The architect was a student of Sinan, the greatest architect of classical Turkish architecture. He applied a plan used previously by his master, but on a larger scale.
The main entrance to Sultan Ahmet Mosque is on the Hippodrome side. There is an outer courtyard, and the inner courtyard and the edifice itself are elevated.
From the gate opening to the inner courtyard one can view the domes, rising above one another in perfect harmony, over the symbolic ablution fountain in the middle and the surrounding porticoes.
There are three entrances to the mosque interior. The wealthy and colorful vista inside created by the paintings, tiles and stained glass complements the exterior view. The interior has a centralized plan; the main and side domes rise on four large columns that support broad and pointed arches. The walls of the galleries surrounding the three sides of the interior chamber are decorated by over 20,000 exquisite Iznik tiles. The areas above the tiles and the inside of the domes are decorated with paintwork.
The blue of the paintwork, which gives the mosque its name, was not the color of the decorations originally; they were painted blue during later restorations. During the last renovation, completed in 1990, the darker blue color of the interior decorations painted as its original light colors.
The floor is covered by carpets, as in all mosques. Next to the mihrab (niche aligned towards Mecca) opposite the main entrance, there is a marble minber (pulpit) with exquisite marble work. On the other side is the sultan’s loge (box) in the form of a balcony. The 260 windows flood with light the interior space, which is covered by a dome 23.5 m in diameter and 43 m high.
The small market building, repaired and reconstructed in recent years, is situated to the east of the mosque, and the single-domed mausoleum of Sultan Ahmet and the medrese (religious school) building are to the north, on the Hagia Sophia side.
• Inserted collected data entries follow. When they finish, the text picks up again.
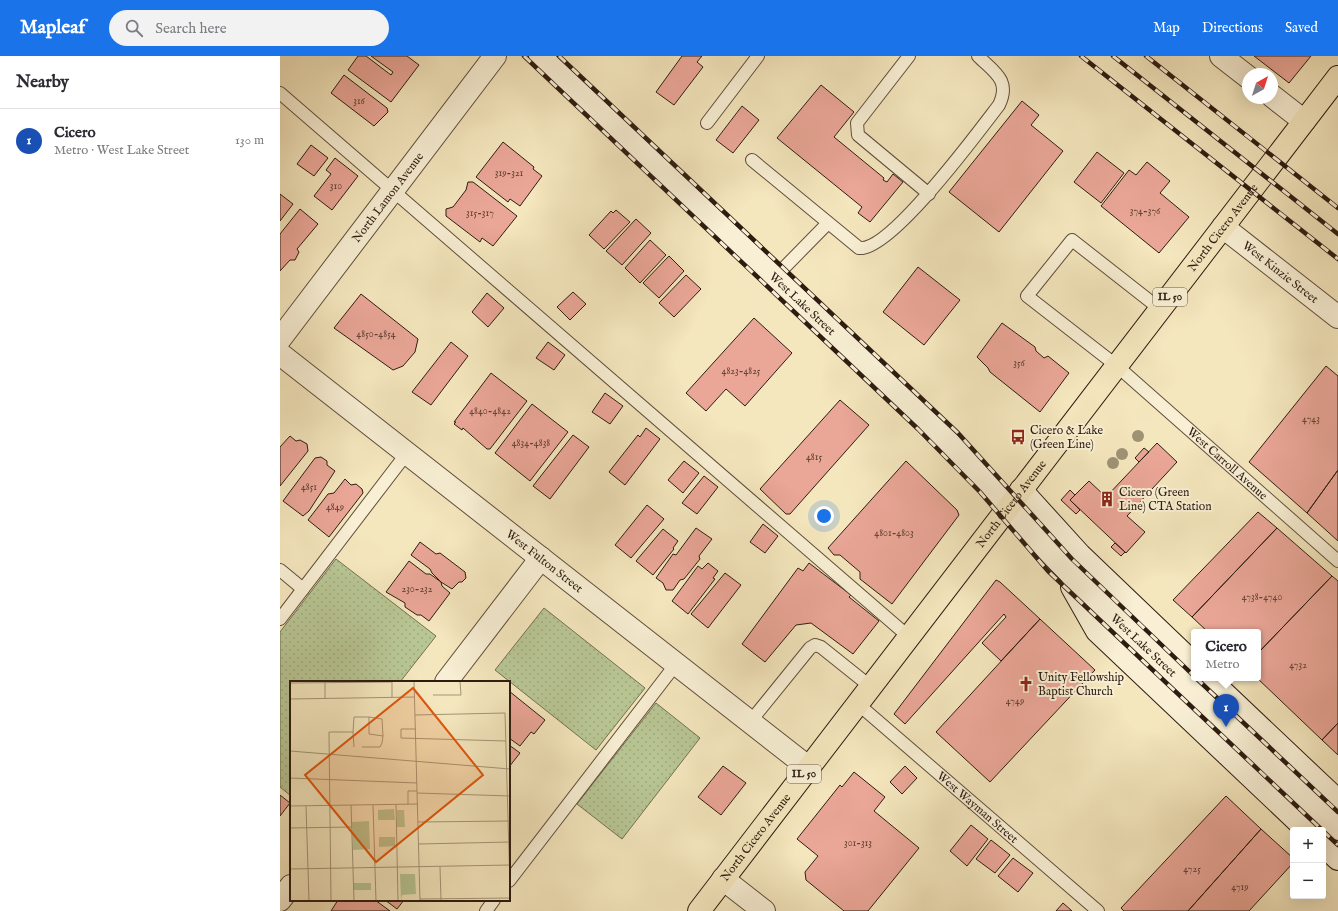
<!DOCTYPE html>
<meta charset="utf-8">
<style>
:root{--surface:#fff;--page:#f2f2f3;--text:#2b2b33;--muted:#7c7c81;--line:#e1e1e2;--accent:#1a73e8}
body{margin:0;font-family:"IM FELL English",serif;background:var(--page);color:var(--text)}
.controls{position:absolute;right:12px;bottom:12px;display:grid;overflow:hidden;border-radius:4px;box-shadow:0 4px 16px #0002}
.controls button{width:36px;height:36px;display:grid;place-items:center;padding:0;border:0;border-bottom:1px solid var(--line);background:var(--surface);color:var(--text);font:20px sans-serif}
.compass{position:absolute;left:962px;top:12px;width:36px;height:36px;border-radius:50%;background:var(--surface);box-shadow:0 4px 16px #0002;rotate:39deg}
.you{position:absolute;left:544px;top:460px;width:14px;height:14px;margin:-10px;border:3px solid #fff;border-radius:50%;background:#1a73e8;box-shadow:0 0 0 6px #1a73e833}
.badge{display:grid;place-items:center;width:26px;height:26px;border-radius:50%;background:var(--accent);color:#fff;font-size:13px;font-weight:700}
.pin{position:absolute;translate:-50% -33px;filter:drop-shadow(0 1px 2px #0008)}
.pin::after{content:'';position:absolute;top:21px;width:14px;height:12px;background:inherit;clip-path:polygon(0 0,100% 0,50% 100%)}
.popup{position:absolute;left:911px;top:573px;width:70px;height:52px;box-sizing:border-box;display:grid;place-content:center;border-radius:4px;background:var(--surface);filter:drop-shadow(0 1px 3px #0005);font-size:13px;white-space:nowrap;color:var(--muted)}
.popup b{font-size:15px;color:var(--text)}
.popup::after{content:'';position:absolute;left:50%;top:100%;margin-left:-8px;border:8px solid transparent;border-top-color:var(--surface)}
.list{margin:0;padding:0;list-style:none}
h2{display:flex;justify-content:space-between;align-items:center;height:52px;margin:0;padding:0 16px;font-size:17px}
h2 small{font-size:13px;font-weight:400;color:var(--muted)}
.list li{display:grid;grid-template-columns:26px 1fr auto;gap:12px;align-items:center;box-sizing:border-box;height:64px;padding:0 16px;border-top:1px solid var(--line)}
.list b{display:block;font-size:15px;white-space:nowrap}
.list p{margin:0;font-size:13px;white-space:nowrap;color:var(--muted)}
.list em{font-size:13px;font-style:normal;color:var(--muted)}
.icon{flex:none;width:22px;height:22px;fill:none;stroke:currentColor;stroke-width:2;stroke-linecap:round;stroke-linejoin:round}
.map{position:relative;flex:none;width:1058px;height:855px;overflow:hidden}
header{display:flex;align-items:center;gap:24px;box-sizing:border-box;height:56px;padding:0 20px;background:var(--accent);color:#fff}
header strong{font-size:19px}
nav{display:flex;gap:22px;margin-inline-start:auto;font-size:14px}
.search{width:280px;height:36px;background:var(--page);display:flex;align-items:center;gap:10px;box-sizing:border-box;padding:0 14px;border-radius:22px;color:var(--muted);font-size:15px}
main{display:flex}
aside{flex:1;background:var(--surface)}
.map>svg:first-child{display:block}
</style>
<header>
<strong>Mapleaf</strong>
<div class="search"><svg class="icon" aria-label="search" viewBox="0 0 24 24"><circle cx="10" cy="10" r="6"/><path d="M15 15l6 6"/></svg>Search here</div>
<nav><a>Map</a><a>Directions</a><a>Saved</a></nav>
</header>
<main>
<aside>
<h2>Nearby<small></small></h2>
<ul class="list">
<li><span class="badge" style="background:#1a4fb4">1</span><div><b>Cicero</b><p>Metro · West Lake Street</p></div><em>130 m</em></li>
</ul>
</aside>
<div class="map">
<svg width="1058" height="855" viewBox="0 0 1058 855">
<defs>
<pattern id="grass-dots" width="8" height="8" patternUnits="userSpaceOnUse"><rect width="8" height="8" fill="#b8c694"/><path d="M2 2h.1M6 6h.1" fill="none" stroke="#9eaa7f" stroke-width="1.8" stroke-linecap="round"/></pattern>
</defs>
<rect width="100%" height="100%" fill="#f4e6bd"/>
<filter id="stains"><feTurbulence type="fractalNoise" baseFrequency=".005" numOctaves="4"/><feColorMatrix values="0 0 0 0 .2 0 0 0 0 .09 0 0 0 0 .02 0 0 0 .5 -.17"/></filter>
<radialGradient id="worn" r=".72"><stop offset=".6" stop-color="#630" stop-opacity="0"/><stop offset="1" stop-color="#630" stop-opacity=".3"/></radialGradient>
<path fill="url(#grass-dots)" stroke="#737152" d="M56,503L156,580L120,626H11V740L0,731V576Z
M264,552L365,632L316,694L215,614Z
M376,647L420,682L342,783L297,748Z"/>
<path fill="#eaa697" stroke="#2e1c11" d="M78,0H86L111,19L113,16L91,0H127L139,9L111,46L68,14Z
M402,0H422L417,6L423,11L394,49L376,36Z
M974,0H1031L1009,27Z
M64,19L107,52L108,56L94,70L51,37Z
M541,29L574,56L554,81L604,122L603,124L607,126L613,118L623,126L590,166L578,157L582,151L497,82Z
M742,45L759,59L751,69L783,95L719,176L669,136Z
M462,50L479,64L453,97L436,84Z
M223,86L254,111L253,113L262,120L240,150L230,143L228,146L196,121Z
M31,89L48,102L34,120L17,108Z
M817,96L844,117L821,147L794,126Z
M55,102L78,120L52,154L34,140L51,118L46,114Z
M867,106L890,125L880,137L909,161L879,197L821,150L849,114L856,119Z
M188,126H193L237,160L213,190L202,182L200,186L166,160V153L173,151L186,134Z
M0,138L13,148L0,165Z
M20,153L38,168L17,193L19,196L15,204H10L0,215V178Z
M336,154L350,166L324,193L309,179L331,155L333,157Z
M356,163L371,177L342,209L326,195Z
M370,184L386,199L360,227L345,212Z
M389,200L404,215L379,242L363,227Z
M638,211L680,244L644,289L603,256Z
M406,219L421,233L394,261L379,247Z
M293,236L306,248L290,264L277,251Z
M207,237L224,252L208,271L192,256Z
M81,238L138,283L135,296L123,310L113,314L54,272Z
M474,262L512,297L465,350L446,333L426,355L406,337Z
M722,267L755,291L756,295L764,302L768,300L789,317L760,356L710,316L708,312L697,301Z
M171,286L188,300L151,349L132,336Z
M268,286L285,299L274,314L256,302Z
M1046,310L1058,320V414L1027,457L969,406Z
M211,317L247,345L210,393H207L183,372L182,374L174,368L176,366H174Z
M325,337L343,350L330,368L312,356Z
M560,344L589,369L510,458H506L480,433Z
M252,348L288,376L250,425L215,397Z
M366,372L380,383L345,429L329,416L358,379L360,381Z
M293,379L309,391L270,443L253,430Z
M10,380L16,385L20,384L27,388L28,395L0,430V391Z
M877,387L897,406L847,460L865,476L846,497L790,444L809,425L826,441Z
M864,392L869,396L859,406L855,402Z
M41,401L47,405V409L55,415L29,455L23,460L3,445L35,402Z
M404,405L419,417L403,437L388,424Z
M626,405L677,454L679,459L612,548L580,523V516L560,499H554L548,492Z
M1058,414V485L1027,457Z
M424,420L438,431L417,458L402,447Z
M65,423L71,429L76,428L82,433L83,437L49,481L28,464L48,438L54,437Z
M790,434L795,439L790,444L800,454L796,458L781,444Z
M367,449L384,463L351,502L335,489Z
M978,456L997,472L912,561L893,544Z
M483,468L498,480L485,497L470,486Z
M416,472L432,483L419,500L420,503L404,523L400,524L393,534H386L383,527L376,522L393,498L396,499Z
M997,472L1052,520L978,597V576H928L912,561Z
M383,473L398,485L393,492L394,493L373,519L356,505Z
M140,486L156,498L160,497L185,516L186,522L182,526H179L172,533L161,526L152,517L150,513L131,499Z
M835,487L845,496L841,500L831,491Z
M129,505L146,518H150L161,526L162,530L170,537L149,565L141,559H137L125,551V547L106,536Z
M428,507L438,515L433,522L435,523L408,558L392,545L418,510L422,513Z
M529,507L571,539L569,541L599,565L573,598L531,567L516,569L485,606L462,588L518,512L523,515Z
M445,517L461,529L428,572L411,558Z
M1052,520L1058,525V667L1042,684L977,622L978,597Z
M716,524L720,526L760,563L721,605L702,587L726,561L724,558L625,668L614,658Z
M760,563L815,614L710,726L656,676Z
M229,635L265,664L254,678L251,676L240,690L229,682Z
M1058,667V699L1042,684Z
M229,689L240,697L229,711Z
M443,710L466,727L441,759L418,741Z
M625,710L637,722L622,738L610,726Z
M574,716L605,741L594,755L639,792L588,855H564L526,824L525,816L538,800L517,783L560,729L562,731Z
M0,739L10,747L0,760Z
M946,740L981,773L908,855H844L841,852Z
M691,769L708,783L687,810L670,795Z
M981,773L1013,802V807L969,855H908Z
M711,784L730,799L715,817L696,803Z
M733,802L753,817L738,836L718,820Z
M58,844H95L110,855H51Z
M105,844H124L117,853Z
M783,847L792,855H776Z"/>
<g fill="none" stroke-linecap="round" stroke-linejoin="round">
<g stroke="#604e3c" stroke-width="14">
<g id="service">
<path d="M629,0L577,67L578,79L649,138"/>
<path d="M0,37L629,581"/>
<path d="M427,67L478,0"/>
<path d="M472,104L579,192C610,196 699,75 719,49C731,24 714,16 698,0"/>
<path d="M495,221L548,167"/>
<path id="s1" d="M880,253L792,184L747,240L837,310L1058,505"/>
<path d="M0,514L23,533"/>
<path d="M0,563L127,397"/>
<path id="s2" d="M578,648L818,855"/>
<path d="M470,666L530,592L535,589L541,591L591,631"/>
<path d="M229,825L396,608"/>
<path d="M206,855L214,844"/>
</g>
</g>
<g stroke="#604e3c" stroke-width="24">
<g id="minor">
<path id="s3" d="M943,171L1058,261"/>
<path id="s4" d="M0,283L215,0"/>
<path id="s5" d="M0,298L529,712"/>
<path d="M166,626L261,502"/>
<path d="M443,823L484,855"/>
<path d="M0,844L11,830"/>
</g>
</g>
<g stroke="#604e3c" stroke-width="24">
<path id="tertiary" d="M941,0L968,21
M992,40L1024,65"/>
</g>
<g stroke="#2e1c11" stroke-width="24">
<g id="secondary">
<path id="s6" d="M260,0L666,383L709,428L751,477L817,545L1058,773"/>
<path d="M741,434L800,499L914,608"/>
<path d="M792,531L817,575L1027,774"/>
<path d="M928,622L1058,745"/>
<path d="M1043,789L1058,803"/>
</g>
</g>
<g stroke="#2e1c11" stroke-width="24">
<g id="primary">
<path id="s7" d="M419,855L1058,21"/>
</g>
</g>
<use href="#service" stroke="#f8efd4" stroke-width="12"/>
<use href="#minor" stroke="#f8efd4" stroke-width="22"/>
<use href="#tertiary" stroke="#f8efd4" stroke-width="22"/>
<use href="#secondary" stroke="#f8efd4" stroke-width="22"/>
<use href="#primary" stroke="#f4e6bd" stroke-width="22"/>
<g stroke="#2e1c11" stroke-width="4.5">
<path id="rail" d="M244,0L638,373L700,436L768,515L1042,774
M279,0L678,377L792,503L914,620
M801,0L1058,203
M833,0L1058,178
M866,0L1058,152
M916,622L1058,756
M1043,775L1058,789"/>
</g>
<use href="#rail" stroke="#f8efd4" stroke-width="3" stroke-dasharray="9" stroke-linecap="butt"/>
</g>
<g fill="#9e9374">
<circle cx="858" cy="380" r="6"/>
<circle cx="842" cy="398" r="6"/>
<circle cx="833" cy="407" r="6"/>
</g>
<defs>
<g id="bus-bare" transform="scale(1.2)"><path d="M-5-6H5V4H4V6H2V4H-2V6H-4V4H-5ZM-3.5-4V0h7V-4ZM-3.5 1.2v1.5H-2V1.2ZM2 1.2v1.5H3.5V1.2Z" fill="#8f2418" stroke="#f8efd4" stroke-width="2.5" paint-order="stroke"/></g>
<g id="building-bare" transform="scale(1.2)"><path d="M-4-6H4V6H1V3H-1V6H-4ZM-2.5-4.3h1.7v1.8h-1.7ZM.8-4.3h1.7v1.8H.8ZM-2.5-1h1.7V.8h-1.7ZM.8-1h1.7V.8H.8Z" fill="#8f2418" stroke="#f8efd4" stroke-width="2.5" paint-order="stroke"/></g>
<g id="church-bare" transform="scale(1.2)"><path d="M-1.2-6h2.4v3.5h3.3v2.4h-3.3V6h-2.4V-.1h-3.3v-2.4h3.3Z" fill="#8f2418" stroke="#f8efd4" stroke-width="2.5" paint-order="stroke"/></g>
</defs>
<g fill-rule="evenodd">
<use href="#bus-bare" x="738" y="381"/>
<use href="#building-bare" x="827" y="443"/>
<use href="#church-bare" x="746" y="628"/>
</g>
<g text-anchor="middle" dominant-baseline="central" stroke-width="4" stroke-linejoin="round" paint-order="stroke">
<g font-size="10" fill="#5d3e32">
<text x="79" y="45">316</text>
<text x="229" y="117">319-321</text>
<text x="56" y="130">310</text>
<text x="865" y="155">374-376</text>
<text x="200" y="157">315-317</text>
<text x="96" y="278">4850-4854</text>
<text x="739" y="307">356</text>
<text x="461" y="315">4823-4825</text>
<text x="210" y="355">4840-4842</text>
<text x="1031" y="363">4743</text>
<text x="251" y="387">4834-4838</text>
<text x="534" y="401">4815</text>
<text x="29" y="431">4851</text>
<text x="55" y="451">4849</text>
<text x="614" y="477">4801-4803</text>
<text x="137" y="533">230-232</text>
<text x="982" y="541">4738-4740</text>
<text x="1018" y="609">4732</text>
<text x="735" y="645">4749</text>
<text x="578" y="787">301-313</text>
<text x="912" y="813">4725</text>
<text x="960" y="831">4719</text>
</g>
<g fill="#f8efd4" stroke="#6b5b4c" stroke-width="1">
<rect x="873" y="232" width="34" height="18" rx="3"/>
<rect x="507" y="709" width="34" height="18" rx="3"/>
</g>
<g font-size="11" font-weight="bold" fill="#2e1c11">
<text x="890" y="241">IL 50</text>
<text x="524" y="718">IL 50</text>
</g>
<g font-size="12" fill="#2e1c11" stroke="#f8efd4">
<text stroke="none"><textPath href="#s4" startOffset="178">North Lamon Avenue</textPath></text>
<text stroke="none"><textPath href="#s7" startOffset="861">North Cicero Avenue</textPath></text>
<text stroke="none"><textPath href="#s3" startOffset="73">West Kinzie Street</textPath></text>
<text stroke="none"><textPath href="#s6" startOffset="361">West Lake Street</textPath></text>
<text stroke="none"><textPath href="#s1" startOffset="445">West Carroll Avenue</textPath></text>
<text stroke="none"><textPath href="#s7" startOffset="513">North Cicero Avenue</textPath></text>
<text stroke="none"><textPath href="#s5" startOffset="336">West Fulton Street</textPath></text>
<text stroke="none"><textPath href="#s6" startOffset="844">West Lake Street</textPath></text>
<text stroke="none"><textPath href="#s2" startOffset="158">West Wayman Street</textPath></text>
<text stroke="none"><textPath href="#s7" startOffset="93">North Cicero Avenue</textPath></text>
</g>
<g font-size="12" fill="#2e1c11" stroke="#f8efd4" text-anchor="start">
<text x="750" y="374">Cicero &amp; Lake<tspan x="750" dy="14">(Green Line)</tspan></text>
<text x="839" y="436">Cicero (Green<tspan x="839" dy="14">Line) CTA Station</tspan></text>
<text x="758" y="621">Unity Fellowship<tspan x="758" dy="14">Baptist Church</tspan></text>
</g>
</g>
<g transform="translate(10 625)">
<rect width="220" height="220" fill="#f4e6bd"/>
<path d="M104,128L105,139H88V129ZM107,129H114L115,146H107ZM79,140L80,168L63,169L62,141ZM89,156H105V165L89,166ZM110,193H125L126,213L112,214L111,220ZM64,202H81V209H64Z" fill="#b8c694"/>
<path fill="none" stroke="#a59578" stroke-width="1" d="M35,0V18M102,0V17M124,0L130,220M0,2L102,1M143,14H171L170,0M0,18L125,16M125,34L215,32L220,207M126,48H111V57L216,60M63,51L64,36H79M72,66H90L92,62L93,55L79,53V36L92,38L93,55M0,70L220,88M0,97L127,102M127,112L220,115M106,123L108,220M118,123V110H127M61,124L64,220M83,124L86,220M0,125L128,123M16,125L19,220M128,141L220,140M0,147L62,146M129,163L220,161M150,186L151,219M0,188L220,184M130,218L220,217M41,220L39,51H63L64,66"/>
<path fill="#df560c" fill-opacity="0.15" stroke="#df560c" stroke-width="2" d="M123,7L193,94L86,181L15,94Z"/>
<rect width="220" height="220" fill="none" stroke="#2e1c11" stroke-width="2"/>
</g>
<rect width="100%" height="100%" filter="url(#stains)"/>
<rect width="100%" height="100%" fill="url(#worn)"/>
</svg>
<div class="controls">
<button>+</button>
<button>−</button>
</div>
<svg class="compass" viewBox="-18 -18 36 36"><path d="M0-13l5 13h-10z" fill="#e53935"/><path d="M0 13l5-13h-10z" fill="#7c7c81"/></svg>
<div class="you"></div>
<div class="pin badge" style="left:946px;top:671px;background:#1a4fb4">1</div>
<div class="popup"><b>Cicero</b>Metro</div>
</div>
</main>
In summer months light and sound shows are organized in the park here. Sultan Ahmet Mosque occupies a focal point in city tours, together with the numerous monumental buildings and museums in the vicinity.
The minarets of the mosque are classical examples of Turkish architecture. The balconies are reached by spiral stairs. It is from these balconies that five times a day the believers are called to prayer – in our day using loudspeakers.
The domes and the minarets are covered by lead, and at the top of the minarets there are standards made of gold-plated copper. Master craftsmen repair these coverings very skillfully when needed.
Islam requires all Muslims to pray five times a day. When the believers hear the call to prayer from the minarets, they perform their ablutions (washing) and then pray. The noon prayer on Fridays and the prayers on other important holidays are performed in the mosques collectively, but other prayers can be performed anywhere.
In the communal prayers performed in the mosque, the imam takes the lead and he chants verses from the Koran. The areas of prayer for men and women are separate. In the central area only men are allowed to pray, while women take their places either behind them or in the galleries.
It is a characteristic of classical Turkish mosques that even in the most crowded day, the majority of the congregation can easily see the mihrab.